---------- SOURCE MATERIAL

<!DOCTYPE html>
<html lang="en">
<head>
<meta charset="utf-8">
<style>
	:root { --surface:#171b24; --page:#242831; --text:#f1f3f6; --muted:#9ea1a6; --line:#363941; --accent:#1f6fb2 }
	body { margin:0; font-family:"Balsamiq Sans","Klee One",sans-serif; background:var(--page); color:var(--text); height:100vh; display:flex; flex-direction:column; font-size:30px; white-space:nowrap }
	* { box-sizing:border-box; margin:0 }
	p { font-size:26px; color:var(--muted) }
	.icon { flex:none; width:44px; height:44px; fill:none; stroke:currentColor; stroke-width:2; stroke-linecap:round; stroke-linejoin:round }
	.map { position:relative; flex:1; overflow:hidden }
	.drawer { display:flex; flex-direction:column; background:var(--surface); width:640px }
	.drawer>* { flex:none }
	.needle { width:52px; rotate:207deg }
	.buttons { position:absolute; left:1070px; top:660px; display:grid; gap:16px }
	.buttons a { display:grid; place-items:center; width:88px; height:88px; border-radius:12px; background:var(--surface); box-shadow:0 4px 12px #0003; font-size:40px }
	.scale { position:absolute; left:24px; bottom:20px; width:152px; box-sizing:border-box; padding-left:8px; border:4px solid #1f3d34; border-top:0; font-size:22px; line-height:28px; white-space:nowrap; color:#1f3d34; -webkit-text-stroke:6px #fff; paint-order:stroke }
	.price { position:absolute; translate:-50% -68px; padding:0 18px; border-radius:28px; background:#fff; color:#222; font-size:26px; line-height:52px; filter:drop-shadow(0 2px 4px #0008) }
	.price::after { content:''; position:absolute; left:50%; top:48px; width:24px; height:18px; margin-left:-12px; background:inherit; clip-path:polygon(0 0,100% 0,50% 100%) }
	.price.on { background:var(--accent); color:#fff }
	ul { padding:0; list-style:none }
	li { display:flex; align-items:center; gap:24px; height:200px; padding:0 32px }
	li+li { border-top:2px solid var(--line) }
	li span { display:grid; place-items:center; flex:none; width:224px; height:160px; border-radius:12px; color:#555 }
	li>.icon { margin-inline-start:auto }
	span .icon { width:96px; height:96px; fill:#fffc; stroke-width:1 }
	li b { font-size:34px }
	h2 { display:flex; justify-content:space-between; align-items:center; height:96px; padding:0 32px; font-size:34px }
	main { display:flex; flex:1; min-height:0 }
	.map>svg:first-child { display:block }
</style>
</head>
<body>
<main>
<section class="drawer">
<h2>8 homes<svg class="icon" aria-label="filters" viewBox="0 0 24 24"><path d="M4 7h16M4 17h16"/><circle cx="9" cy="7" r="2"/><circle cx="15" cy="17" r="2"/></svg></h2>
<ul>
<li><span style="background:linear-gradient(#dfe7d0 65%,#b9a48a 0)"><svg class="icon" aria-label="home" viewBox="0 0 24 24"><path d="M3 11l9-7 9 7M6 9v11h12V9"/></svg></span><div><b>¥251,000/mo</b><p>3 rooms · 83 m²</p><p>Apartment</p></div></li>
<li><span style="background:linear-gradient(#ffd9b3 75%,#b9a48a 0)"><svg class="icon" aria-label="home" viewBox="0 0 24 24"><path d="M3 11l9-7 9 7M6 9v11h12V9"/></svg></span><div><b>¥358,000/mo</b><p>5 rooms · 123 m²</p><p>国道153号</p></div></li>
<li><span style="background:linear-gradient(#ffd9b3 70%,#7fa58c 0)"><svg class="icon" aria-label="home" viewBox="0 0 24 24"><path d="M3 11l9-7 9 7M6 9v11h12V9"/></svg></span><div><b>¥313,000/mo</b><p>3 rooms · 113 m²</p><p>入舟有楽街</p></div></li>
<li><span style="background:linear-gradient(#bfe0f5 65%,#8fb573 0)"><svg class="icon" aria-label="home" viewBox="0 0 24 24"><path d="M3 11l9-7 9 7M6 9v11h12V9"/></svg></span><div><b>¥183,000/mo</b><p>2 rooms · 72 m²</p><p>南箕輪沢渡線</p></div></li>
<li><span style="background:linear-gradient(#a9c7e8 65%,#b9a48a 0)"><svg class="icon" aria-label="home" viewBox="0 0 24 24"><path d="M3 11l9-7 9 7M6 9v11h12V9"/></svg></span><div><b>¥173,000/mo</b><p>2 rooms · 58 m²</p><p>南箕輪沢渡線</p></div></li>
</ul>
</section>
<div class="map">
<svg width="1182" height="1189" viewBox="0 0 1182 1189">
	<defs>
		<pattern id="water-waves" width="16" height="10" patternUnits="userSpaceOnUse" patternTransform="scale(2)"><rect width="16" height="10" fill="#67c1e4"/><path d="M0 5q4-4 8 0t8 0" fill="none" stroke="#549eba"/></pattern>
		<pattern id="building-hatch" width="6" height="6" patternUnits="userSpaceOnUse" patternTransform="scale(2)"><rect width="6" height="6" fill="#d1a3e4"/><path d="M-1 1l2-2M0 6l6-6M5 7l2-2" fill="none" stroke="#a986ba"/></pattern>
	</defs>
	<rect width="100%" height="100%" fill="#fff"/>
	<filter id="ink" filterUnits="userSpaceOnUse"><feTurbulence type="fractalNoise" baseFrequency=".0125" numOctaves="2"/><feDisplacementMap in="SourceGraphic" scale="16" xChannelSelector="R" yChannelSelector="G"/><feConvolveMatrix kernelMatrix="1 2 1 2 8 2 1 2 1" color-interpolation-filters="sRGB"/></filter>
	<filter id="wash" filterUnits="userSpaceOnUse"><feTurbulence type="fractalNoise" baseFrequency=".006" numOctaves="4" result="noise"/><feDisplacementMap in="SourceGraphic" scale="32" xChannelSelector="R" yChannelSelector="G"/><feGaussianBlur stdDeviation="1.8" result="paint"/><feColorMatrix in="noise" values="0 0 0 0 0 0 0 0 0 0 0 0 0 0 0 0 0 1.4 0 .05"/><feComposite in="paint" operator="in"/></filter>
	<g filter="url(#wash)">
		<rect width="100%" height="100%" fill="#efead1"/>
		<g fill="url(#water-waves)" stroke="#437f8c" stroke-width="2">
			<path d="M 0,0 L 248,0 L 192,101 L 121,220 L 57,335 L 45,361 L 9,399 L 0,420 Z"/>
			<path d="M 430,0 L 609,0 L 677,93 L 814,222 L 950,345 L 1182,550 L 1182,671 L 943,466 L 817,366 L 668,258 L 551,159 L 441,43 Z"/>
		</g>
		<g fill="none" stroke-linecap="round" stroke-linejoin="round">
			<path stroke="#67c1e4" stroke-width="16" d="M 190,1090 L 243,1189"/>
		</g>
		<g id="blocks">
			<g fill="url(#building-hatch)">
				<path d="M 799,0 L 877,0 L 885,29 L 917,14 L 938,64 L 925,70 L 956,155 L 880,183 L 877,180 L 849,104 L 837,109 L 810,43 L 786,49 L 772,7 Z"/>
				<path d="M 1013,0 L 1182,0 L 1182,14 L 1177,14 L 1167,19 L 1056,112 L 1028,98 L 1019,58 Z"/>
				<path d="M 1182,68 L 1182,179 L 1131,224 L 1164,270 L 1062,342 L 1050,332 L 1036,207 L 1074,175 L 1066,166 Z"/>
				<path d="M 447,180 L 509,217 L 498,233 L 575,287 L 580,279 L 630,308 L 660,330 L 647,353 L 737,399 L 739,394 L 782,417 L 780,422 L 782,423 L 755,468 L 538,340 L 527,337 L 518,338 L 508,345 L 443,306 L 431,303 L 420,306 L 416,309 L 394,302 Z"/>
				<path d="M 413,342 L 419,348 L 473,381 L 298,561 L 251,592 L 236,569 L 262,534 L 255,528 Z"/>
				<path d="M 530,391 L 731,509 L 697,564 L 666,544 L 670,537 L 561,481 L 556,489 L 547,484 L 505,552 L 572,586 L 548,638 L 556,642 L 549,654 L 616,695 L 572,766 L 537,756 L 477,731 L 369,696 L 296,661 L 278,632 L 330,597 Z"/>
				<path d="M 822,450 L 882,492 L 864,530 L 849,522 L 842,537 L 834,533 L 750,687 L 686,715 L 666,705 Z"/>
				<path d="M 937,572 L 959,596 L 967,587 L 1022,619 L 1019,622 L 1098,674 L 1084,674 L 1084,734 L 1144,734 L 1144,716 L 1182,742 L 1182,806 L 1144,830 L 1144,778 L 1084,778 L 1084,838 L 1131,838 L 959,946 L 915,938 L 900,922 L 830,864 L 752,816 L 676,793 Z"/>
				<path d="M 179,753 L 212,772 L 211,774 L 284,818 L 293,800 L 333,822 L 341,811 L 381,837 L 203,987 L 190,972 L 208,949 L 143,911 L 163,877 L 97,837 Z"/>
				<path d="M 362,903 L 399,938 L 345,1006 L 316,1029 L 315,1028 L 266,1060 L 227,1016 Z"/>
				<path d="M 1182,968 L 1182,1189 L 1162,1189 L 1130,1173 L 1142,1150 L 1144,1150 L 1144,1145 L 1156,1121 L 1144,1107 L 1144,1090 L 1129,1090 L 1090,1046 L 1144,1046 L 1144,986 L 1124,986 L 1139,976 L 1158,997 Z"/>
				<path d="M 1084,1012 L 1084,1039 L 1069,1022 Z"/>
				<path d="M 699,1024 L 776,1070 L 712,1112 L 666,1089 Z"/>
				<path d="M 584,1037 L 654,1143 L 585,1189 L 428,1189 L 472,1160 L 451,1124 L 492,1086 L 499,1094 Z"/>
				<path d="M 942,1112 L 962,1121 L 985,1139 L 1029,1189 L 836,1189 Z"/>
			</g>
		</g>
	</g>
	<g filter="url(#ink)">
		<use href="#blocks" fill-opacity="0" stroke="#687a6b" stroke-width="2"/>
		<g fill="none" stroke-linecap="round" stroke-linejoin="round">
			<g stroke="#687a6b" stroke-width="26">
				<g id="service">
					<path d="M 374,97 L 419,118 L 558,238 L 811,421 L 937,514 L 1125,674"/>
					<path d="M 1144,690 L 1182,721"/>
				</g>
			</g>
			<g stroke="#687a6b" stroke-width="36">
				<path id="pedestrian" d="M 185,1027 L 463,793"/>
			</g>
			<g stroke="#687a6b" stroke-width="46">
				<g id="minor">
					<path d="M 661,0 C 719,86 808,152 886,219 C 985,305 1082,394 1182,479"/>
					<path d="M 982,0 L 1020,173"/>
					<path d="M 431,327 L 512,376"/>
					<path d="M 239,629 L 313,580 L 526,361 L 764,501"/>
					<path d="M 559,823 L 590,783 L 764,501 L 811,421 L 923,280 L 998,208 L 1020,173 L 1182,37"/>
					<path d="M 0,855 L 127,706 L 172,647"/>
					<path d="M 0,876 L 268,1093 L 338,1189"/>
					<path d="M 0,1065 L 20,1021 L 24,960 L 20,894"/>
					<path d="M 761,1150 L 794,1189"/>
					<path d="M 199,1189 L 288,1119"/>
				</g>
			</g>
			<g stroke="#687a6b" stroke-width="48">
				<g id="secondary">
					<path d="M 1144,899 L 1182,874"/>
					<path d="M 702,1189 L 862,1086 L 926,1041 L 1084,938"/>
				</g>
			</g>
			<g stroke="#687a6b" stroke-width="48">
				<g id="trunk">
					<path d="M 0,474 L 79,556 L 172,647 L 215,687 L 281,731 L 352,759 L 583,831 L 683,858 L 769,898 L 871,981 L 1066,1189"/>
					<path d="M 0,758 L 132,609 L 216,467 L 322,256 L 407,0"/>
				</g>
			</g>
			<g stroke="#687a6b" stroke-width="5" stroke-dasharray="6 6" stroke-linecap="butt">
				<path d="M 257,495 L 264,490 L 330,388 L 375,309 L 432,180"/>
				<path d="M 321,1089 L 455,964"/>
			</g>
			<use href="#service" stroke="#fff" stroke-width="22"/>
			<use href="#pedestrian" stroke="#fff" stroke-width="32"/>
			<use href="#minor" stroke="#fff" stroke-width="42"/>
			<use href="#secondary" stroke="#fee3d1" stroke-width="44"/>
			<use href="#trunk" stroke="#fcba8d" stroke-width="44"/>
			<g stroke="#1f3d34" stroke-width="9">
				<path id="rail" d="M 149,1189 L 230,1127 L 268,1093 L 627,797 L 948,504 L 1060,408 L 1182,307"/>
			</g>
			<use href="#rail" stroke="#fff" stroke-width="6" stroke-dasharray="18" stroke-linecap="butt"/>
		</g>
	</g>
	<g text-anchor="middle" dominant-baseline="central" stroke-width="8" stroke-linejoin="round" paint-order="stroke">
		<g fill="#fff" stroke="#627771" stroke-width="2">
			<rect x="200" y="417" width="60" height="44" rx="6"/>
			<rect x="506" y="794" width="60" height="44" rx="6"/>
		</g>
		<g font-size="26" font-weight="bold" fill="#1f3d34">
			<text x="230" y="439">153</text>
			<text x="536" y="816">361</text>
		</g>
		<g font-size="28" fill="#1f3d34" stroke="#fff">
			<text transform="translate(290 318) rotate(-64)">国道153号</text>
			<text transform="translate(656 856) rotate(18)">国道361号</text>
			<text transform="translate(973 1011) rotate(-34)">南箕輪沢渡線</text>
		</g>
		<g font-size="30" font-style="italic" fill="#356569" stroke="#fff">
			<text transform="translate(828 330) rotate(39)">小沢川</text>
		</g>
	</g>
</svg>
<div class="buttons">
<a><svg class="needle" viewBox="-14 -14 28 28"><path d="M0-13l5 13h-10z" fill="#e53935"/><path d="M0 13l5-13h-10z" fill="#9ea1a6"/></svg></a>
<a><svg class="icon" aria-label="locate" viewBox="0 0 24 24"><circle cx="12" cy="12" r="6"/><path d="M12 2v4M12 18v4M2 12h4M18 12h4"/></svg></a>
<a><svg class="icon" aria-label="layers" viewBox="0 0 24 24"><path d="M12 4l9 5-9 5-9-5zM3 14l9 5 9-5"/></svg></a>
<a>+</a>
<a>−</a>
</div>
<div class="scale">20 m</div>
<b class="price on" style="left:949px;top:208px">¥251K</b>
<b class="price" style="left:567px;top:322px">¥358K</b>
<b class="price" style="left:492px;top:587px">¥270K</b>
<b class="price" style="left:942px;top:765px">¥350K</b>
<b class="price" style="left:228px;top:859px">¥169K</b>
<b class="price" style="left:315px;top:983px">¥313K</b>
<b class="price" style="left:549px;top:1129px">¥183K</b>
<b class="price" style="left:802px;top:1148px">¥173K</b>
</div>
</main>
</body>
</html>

--------------------

§ EXERCISE INSTRUCTIONS:
A copy of each line in the data above that holds the string "margin" is needed.

§ WRITTEN RESPONSE:
	body { margin:0; font-family:"Balsamiq Sans","Klee One",sans-serif; background:var(--page); color:var(--text); height:100vh; display:flex; flex-direction:column; font-size:30px; white-space:nowrap }
	* { box-sizing:border-box; margin:0 }
	.price::after { content:''; position:absolute; left:50%; top:48px; width:24px; height:18px; margin-left:-12px; background:inherit; clip-path:polygon(0 0,100% 0,50% 100%) }
	li>.icon { margin-inline-start:auto }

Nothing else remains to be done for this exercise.